• _TASK DESCRIPTION_:
Would you reproduce each line below exactly, leaving every picture out?
START SUPPLIED DATA
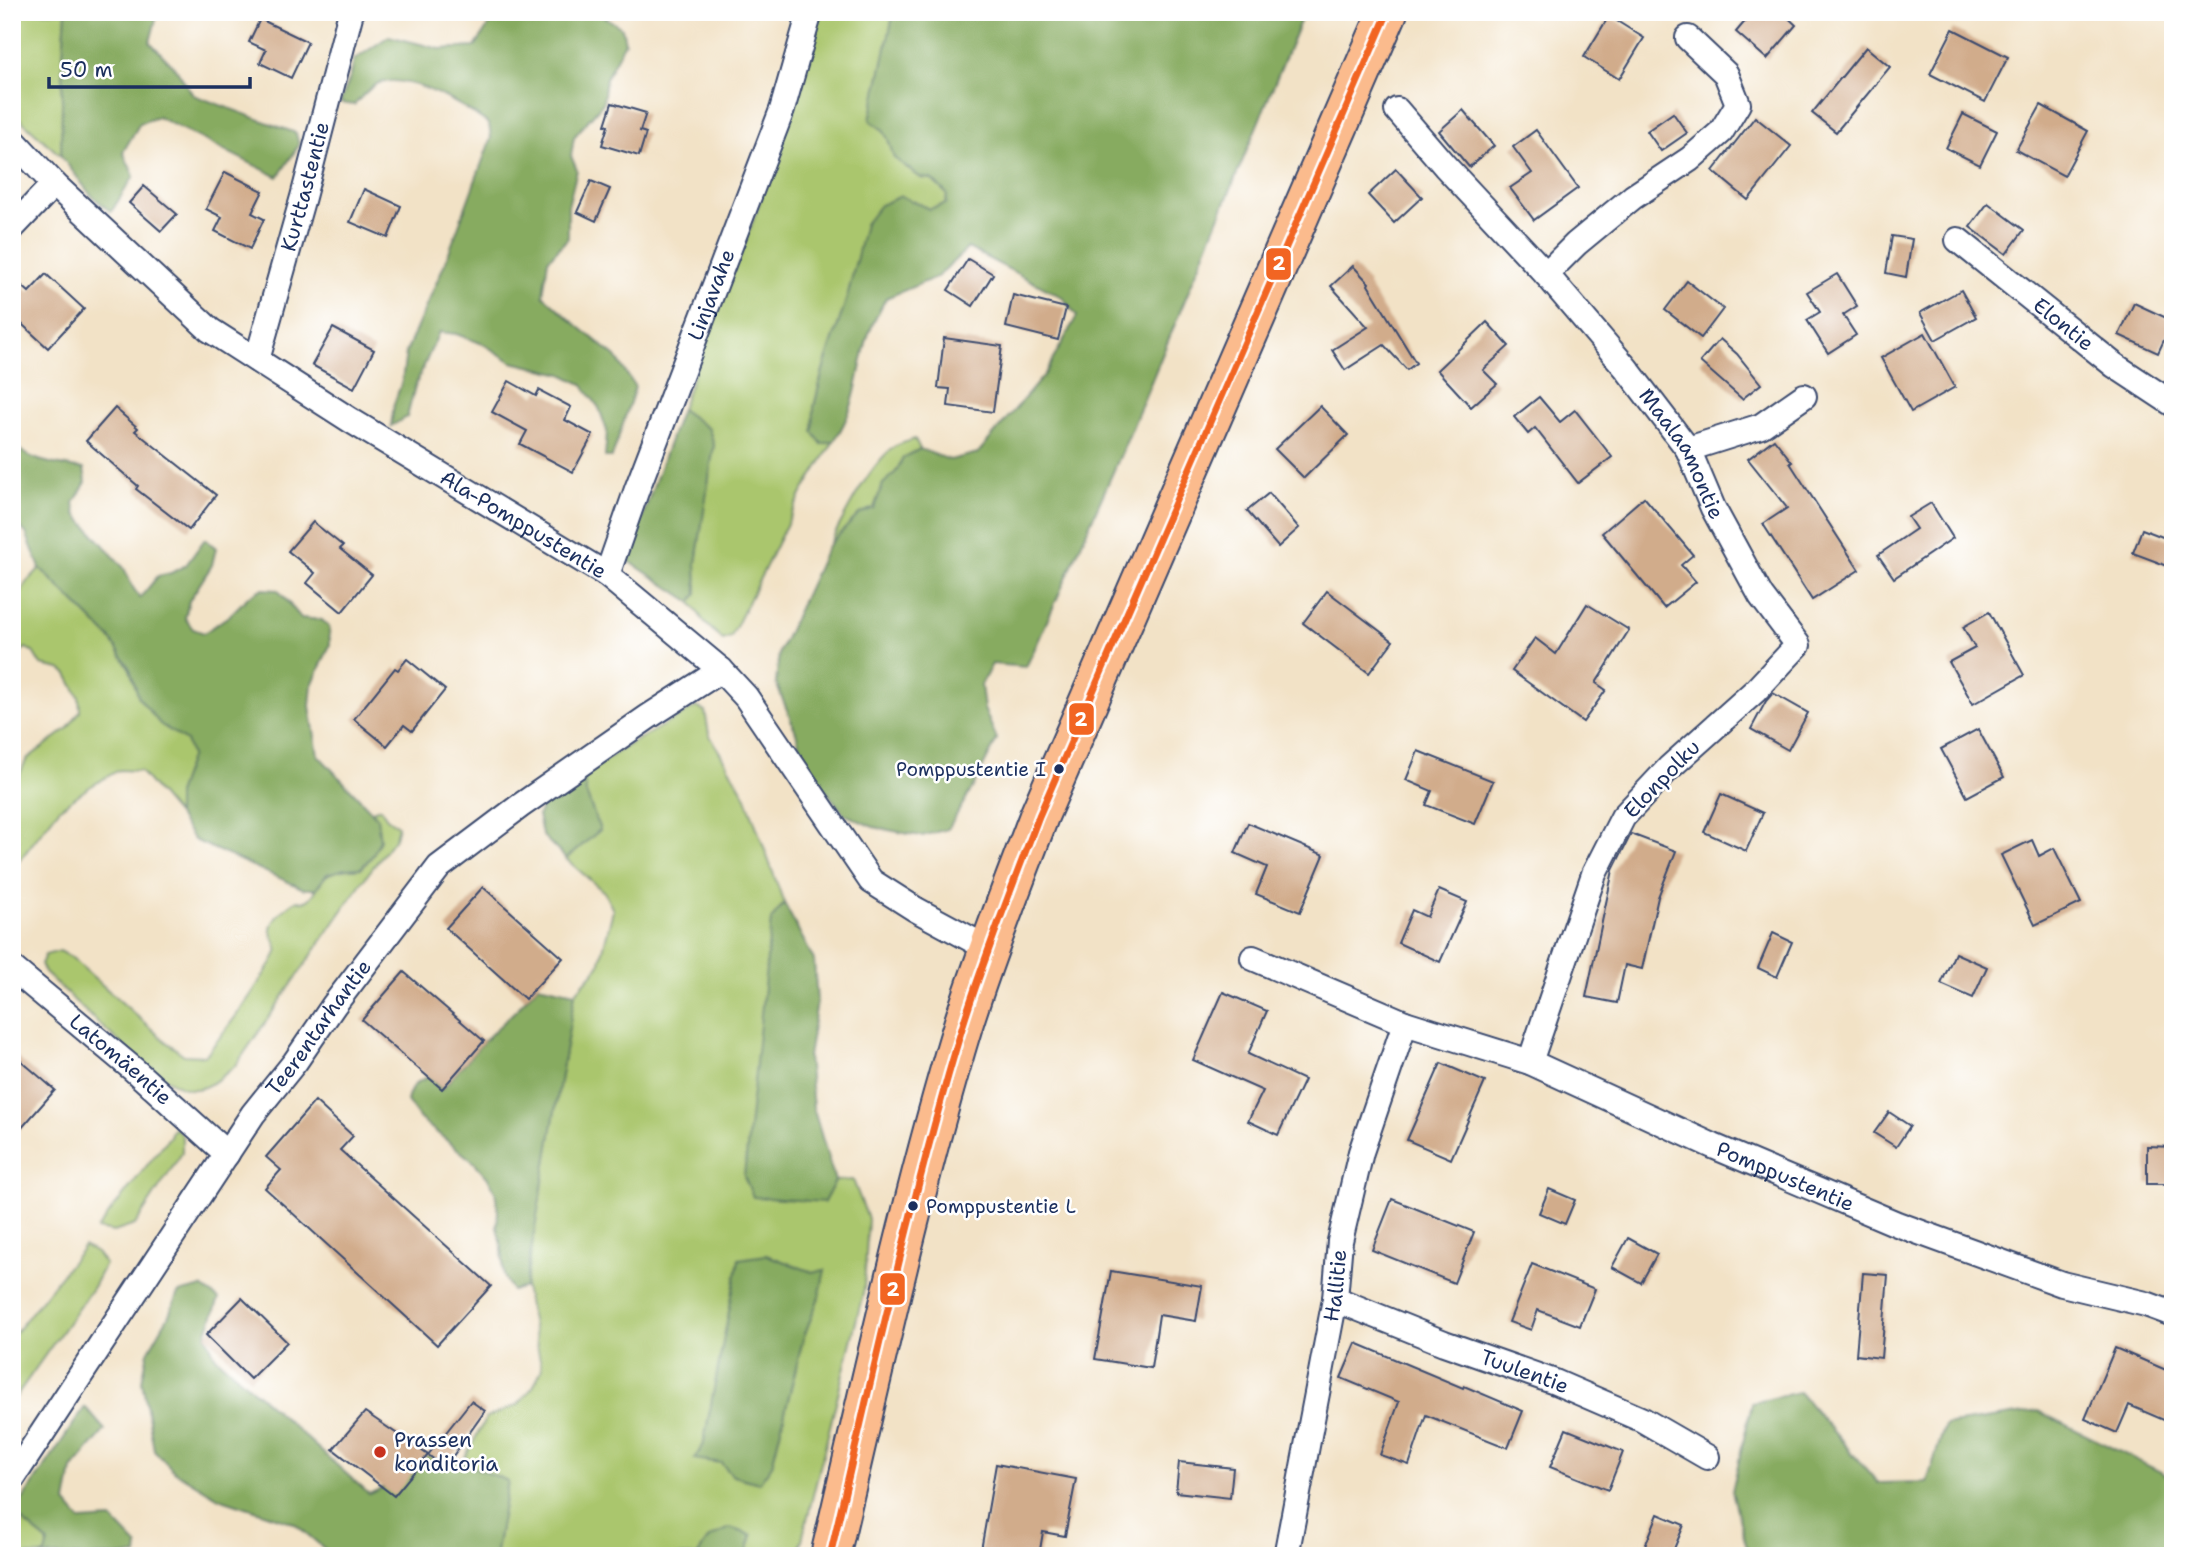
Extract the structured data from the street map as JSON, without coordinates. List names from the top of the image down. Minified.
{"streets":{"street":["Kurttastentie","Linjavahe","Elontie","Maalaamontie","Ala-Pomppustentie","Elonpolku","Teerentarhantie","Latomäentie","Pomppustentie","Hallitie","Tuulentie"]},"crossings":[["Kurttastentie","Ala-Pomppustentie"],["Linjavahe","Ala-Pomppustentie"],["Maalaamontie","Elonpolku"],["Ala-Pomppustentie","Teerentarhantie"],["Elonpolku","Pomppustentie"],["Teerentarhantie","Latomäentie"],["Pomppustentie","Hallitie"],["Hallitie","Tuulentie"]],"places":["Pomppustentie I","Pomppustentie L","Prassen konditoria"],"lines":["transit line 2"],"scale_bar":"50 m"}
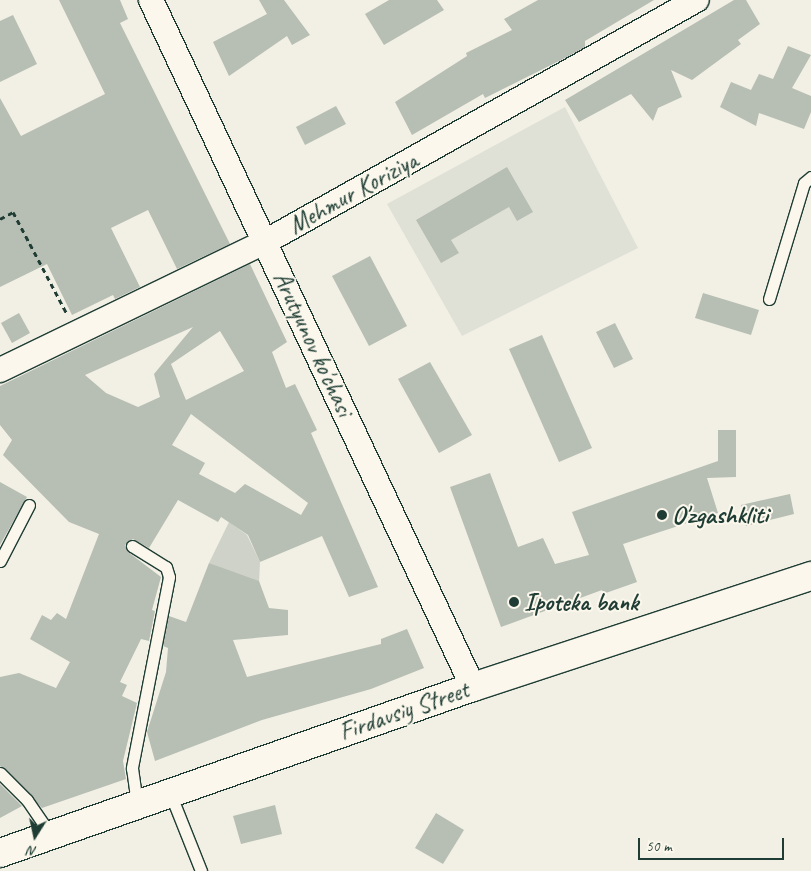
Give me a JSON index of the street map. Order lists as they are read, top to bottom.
END SUPPLIED DATA
• _RESULT BELOW_:
Extract the structured data from the street map as JSON, without coordinates. List names from the top of the image down. Minified.
{"streets":{"street":["Kurttastentie","Linjavahe","Elontie","Maalaamontie","Ala-Pomppustentie","Elonpolku","Teerentarhantie","Latomäentie","Pomppustentie","Hallitie","Tuulentie"]},"crossings":[["Kurttastentie","Ala-Pomppustentie"],["Linjavahe","Ala-Pomppustentie"],["Maalaamontie","Elonpolku"],["Ala-Pomppustentie","Teerentarhantie"],["Elonpolku","Pomppustentie"],["Teerentarhantie","Latomäentie"],["Pomppustentie","Hallitie"],["Hallitie","Tuulentie"]],"places":["Pomppustentie I","Pomppustentie L","Prassen konditoria"],"lines":["transit line 2"],"scale_bar":"50 m"}
Give me a JSON index of the street map. Order lists as they are read, top to bottom.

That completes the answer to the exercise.